(ブルームバーグ):米ワシントン訪問中の片山さつき財務相は現地時間16日夜(日本時間17日朝)、中東情勢の緊迫化を受けて原油や金融市場で大きな変動が見られるとし、極めて高い緊張感を持って市場動向を注視していると語った。20カ国・地域(G20)財務相・中央銀行総裁会議終了後に記者会見した。
片山財務相は、原油先物市場の動きが為替市場にも波及していると指摘。原油や石油製品のサプライチェーン(供給網)で供給の混乱が生じていると述べ、「目詰まりなく流れるような支援へ万全を期す」との認識を示した。
その上で、アジア向けのエネルギー供給体制の強化や供給源の多様化、中東産油国の生産力回復を支援するため国際協力銀行(JBIC)に最大約6000億円の支援枠を創設することを発表した。期限は2026年5月から27年3月までを想定している。

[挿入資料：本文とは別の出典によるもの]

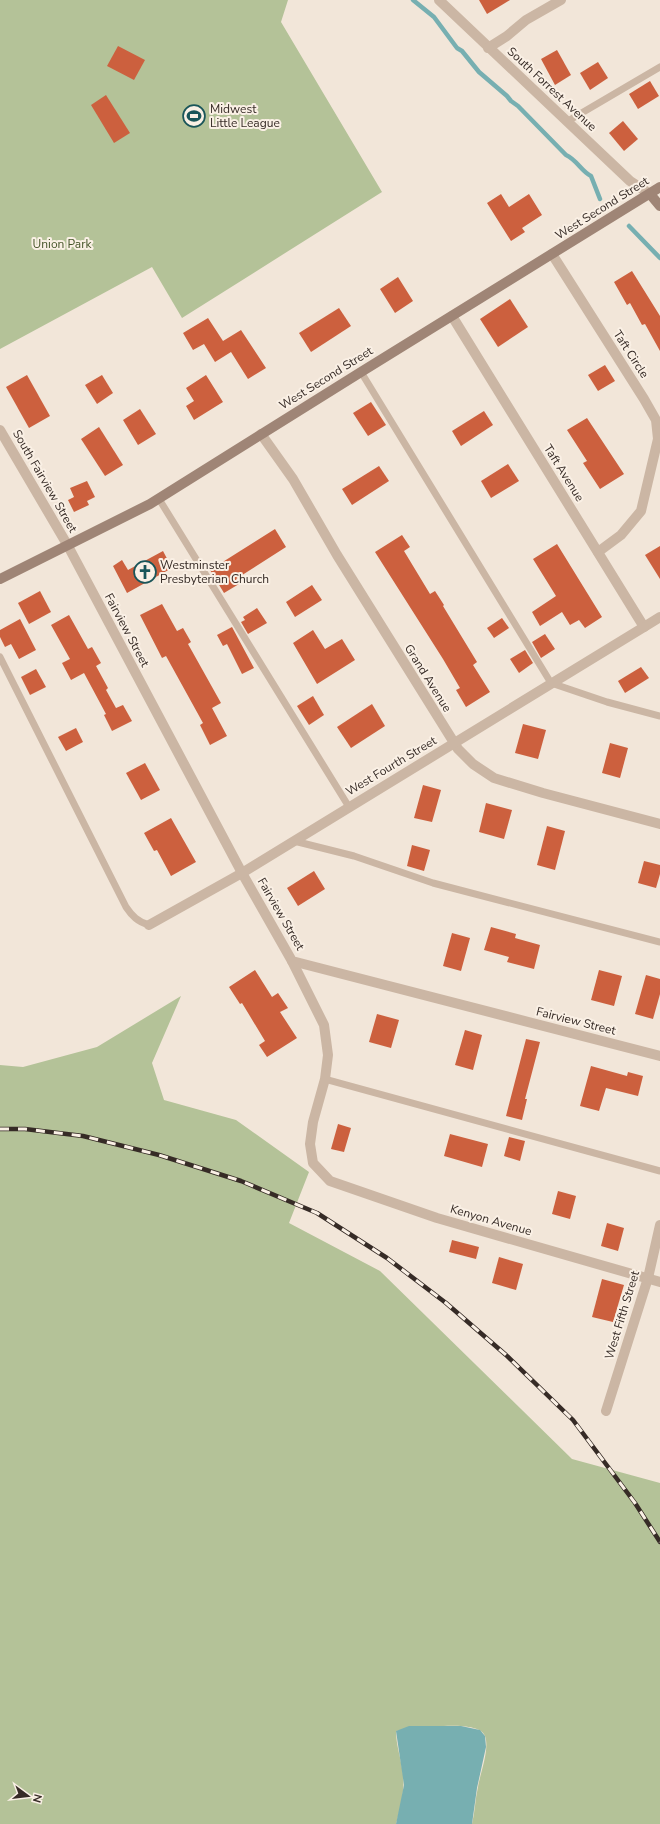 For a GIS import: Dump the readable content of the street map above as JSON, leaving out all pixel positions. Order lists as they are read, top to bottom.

外国為替市場の円相場は1ドル=159円20銭付近で推移。原油価格の高止まりや日本銀行の利上げ観測が後退していることが重しとなっている。片山財務相の発言に対して大きな反応はなかった。
他の発言
- 中東情勢の緊迫化、米国からは長引かないという説明
- 一部の国による過剰生産、他国の物価や雇用にマイナス
(為替市場の動向を追加して更新しました)
--取材協力:氏兼敬子.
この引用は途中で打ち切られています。